[Saved data entries]

◆ ◆ ◆ ◆ ◆ ◆ ◆

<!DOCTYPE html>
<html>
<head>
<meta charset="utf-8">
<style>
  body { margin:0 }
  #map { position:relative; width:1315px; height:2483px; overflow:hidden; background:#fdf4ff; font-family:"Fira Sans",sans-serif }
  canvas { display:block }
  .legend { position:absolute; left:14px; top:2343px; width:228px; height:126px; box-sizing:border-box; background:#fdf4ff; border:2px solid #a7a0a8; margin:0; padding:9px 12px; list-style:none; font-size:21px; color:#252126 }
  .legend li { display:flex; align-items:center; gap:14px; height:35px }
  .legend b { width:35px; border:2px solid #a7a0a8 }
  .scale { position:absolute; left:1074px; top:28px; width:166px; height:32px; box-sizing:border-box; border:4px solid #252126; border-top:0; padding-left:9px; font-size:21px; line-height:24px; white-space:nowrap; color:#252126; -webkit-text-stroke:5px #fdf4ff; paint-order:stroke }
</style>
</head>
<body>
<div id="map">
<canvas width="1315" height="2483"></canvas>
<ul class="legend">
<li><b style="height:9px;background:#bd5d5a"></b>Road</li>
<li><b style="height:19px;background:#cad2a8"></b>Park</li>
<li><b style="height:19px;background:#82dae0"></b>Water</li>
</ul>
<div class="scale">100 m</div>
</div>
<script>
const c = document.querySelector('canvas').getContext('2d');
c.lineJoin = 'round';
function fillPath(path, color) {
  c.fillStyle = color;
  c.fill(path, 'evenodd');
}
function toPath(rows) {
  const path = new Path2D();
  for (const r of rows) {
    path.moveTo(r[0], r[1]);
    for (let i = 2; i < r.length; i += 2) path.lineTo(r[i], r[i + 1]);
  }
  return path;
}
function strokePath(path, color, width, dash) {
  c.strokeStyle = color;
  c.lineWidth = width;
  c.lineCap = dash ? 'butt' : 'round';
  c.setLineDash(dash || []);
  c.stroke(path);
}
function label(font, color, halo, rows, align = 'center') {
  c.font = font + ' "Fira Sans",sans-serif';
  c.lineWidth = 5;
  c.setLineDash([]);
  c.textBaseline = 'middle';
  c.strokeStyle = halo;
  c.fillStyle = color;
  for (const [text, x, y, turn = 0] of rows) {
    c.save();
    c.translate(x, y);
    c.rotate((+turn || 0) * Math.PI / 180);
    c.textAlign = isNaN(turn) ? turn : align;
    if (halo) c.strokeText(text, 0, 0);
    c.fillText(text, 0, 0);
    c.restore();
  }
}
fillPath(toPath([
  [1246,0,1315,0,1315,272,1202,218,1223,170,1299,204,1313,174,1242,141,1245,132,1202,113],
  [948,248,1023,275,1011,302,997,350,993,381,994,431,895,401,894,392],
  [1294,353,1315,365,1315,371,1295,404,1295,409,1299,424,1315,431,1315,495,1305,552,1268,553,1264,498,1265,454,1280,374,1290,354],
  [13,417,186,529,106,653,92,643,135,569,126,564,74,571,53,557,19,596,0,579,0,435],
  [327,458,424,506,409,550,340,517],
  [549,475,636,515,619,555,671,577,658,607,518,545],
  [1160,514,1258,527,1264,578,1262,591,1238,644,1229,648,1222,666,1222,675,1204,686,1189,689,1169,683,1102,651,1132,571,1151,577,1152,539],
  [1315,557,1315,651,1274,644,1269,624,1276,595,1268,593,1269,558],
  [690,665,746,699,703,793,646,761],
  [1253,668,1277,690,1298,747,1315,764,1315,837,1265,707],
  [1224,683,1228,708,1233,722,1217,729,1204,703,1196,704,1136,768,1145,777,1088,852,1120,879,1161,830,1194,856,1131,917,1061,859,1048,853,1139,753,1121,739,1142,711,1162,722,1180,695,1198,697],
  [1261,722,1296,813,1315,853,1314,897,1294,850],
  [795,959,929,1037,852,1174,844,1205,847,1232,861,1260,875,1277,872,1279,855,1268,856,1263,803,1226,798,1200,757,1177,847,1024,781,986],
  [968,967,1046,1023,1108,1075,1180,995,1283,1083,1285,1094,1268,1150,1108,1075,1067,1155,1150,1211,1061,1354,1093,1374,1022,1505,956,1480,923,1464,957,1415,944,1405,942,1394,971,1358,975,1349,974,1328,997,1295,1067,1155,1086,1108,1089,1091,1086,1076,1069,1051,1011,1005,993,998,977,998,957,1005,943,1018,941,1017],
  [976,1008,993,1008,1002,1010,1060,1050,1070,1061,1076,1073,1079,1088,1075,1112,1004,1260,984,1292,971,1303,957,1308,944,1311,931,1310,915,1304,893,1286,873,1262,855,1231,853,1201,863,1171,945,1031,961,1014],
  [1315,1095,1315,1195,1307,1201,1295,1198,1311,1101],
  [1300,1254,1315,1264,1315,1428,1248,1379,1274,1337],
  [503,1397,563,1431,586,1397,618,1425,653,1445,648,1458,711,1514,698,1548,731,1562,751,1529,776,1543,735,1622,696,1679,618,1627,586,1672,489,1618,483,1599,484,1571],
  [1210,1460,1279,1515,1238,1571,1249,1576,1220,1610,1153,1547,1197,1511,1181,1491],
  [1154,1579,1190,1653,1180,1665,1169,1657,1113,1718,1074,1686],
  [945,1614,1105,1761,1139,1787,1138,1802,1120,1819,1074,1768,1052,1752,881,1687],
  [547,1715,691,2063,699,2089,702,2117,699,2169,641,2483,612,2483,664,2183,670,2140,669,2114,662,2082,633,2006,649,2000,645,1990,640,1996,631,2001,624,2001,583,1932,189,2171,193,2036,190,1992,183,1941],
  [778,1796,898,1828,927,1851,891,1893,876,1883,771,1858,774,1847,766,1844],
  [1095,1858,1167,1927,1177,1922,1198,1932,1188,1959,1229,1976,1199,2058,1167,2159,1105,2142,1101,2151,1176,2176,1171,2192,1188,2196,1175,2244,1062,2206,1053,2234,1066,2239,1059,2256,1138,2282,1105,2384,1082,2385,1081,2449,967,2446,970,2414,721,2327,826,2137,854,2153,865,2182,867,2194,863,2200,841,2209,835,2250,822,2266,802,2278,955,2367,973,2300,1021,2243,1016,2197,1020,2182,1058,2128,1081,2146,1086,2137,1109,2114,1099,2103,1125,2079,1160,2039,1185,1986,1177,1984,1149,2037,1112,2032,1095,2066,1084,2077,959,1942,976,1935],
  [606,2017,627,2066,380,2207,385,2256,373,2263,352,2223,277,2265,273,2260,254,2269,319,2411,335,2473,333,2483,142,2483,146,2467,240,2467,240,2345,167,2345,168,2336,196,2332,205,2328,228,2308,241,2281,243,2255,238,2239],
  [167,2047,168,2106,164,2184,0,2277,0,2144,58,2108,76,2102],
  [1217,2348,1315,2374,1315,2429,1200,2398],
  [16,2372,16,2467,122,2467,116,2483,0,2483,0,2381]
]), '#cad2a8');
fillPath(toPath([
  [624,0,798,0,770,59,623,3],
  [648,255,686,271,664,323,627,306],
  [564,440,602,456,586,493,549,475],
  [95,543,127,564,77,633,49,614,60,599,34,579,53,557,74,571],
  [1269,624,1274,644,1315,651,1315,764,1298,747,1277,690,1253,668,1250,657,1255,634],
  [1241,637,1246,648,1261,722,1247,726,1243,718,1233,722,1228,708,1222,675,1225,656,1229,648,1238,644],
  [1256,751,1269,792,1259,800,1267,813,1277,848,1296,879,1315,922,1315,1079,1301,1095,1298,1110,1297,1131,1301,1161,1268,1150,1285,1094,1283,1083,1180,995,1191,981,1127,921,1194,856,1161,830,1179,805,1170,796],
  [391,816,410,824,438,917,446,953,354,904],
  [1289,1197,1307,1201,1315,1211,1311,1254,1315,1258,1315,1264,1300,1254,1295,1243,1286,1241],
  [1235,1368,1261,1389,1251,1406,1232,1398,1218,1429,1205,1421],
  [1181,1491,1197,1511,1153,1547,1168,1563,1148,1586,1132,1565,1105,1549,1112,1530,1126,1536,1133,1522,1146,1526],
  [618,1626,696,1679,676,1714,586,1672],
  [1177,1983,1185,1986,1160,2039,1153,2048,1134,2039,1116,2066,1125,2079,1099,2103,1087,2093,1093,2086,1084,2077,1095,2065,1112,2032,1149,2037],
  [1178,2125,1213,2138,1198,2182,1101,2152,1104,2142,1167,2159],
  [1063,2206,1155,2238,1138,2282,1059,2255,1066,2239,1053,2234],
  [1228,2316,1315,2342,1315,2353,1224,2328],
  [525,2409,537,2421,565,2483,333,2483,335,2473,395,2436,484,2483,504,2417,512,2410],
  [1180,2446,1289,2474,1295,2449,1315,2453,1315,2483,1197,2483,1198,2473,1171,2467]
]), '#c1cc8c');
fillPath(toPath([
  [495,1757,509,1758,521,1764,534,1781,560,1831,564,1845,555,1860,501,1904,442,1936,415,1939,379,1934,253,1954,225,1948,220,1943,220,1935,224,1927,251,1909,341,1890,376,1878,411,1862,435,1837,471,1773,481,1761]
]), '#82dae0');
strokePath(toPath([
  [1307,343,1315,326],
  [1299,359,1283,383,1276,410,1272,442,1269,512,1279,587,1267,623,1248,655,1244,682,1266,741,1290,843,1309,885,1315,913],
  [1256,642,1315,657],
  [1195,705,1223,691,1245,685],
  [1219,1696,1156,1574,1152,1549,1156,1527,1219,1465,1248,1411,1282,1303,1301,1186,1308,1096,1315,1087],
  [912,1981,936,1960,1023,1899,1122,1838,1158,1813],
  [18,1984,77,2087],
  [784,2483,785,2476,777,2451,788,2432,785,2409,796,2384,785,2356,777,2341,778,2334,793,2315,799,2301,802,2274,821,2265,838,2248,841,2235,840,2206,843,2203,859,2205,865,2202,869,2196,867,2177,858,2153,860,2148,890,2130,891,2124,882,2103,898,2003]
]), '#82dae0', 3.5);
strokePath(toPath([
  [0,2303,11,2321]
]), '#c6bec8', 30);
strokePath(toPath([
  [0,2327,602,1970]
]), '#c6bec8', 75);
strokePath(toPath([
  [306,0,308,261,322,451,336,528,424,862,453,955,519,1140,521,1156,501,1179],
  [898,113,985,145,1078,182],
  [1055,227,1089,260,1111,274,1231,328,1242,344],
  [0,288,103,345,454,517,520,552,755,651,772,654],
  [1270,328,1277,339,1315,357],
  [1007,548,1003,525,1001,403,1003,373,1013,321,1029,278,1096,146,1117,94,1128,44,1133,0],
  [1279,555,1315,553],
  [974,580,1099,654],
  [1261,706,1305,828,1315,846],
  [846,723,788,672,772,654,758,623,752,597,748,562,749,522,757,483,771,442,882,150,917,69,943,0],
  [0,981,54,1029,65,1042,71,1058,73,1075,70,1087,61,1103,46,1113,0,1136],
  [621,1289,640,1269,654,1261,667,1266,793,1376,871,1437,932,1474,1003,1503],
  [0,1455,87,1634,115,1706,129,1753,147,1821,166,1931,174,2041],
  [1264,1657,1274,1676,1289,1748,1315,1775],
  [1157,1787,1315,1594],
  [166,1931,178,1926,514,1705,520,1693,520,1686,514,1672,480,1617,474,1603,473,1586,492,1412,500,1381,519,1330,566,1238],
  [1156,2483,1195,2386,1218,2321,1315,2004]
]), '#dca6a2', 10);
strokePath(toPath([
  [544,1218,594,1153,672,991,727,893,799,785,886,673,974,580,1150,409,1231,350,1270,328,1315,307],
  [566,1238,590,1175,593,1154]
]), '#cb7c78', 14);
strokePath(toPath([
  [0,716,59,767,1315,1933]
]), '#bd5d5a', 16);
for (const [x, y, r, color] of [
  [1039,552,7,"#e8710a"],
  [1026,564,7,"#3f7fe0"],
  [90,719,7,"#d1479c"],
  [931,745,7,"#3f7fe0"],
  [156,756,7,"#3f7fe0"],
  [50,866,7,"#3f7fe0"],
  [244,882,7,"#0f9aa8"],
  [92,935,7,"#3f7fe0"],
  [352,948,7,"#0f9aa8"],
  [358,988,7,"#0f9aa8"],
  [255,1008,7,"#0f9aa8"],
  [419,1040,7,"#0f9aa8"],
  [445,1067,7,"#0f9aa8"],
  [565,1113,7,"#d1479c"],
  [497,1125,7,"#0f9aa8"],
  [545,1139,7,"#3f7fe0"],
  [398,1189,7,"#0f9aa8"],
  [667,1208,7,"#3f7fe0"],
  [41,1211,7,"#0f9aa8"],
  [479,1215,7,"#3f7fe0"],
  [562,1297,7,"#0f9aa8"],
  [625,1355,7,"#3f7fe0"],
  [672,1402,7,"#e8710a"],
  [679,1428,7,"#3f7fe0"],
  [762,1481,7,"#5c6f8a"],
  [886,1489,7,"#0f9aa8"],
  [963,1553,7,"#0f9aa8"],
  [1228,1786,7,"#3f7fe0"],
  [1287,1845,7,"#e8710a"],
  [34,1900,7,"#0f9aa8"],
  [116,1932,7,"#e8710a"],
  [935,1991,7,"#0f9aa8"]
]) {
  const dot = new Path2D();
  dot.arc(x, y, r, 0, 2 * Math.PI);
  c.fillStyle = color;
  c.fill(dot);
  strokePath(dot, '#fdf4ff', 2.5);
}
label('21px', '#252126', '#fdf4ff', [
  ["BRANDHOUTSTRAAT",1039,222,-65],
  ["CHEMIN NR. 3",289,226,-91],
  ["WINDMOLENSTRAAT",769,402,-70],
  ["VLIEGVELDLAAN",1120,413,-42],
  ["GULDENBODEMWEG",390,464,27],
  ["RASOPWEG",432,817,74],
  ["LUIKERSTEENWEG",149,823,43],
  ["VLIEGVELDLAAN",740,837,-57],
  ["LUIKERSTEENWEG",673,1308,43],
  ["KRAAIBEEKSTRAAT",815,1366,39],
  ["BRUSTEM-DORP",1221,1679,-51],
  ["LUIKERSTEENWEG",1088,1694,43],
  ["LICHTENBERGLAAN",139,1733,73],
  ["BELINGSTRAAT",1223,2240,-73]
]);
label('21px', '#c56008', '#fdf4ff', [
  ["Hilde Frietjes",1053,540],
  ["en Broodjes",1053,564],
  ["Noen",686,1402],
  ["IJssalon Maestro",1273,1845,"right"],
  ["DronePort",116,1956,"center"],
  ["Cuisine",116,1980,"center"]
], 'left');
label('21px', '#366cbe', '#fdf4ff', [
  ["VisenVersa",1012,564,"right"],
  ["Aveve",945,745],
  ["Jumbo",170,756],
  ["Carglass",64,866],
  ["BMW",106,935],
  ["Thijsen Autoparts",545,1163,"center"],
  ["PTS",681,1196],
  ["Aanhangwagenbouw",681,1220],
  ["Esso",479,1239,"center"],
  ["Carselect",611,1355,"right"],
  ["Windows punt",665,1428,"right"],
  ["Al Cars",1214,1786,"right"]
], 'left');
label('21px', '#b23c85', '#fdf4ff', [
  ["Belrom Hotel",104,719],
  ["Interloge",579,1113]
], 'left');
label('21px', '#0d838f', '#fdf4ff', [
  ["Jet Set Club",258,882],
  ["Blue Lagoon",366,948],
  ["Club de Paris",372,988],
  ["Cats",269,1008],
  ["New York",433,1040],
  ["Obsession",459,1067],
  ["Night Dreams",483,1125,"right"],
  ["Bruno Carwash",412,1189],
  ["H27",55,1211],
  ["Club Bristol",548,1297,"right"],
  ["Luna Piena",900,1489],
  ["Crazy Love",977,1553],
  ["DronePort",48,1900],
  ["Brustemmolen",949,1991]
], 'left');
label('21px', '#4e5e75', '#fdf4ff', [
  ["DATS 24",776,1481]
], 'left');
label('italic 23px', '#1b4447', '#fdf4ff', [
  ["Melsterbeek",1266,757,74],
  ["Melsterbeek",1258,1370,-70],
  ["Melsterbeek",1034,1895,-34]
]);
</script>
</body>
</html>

◆ ◆ ◆ ◆ ◆ ◆ ◆

• [WHAT THE TASK ASKS]: Given the entries above, count how many lines include the word "align"; respond with the number only.

• [SOLUTION FOR THIS EXERCISE]: 3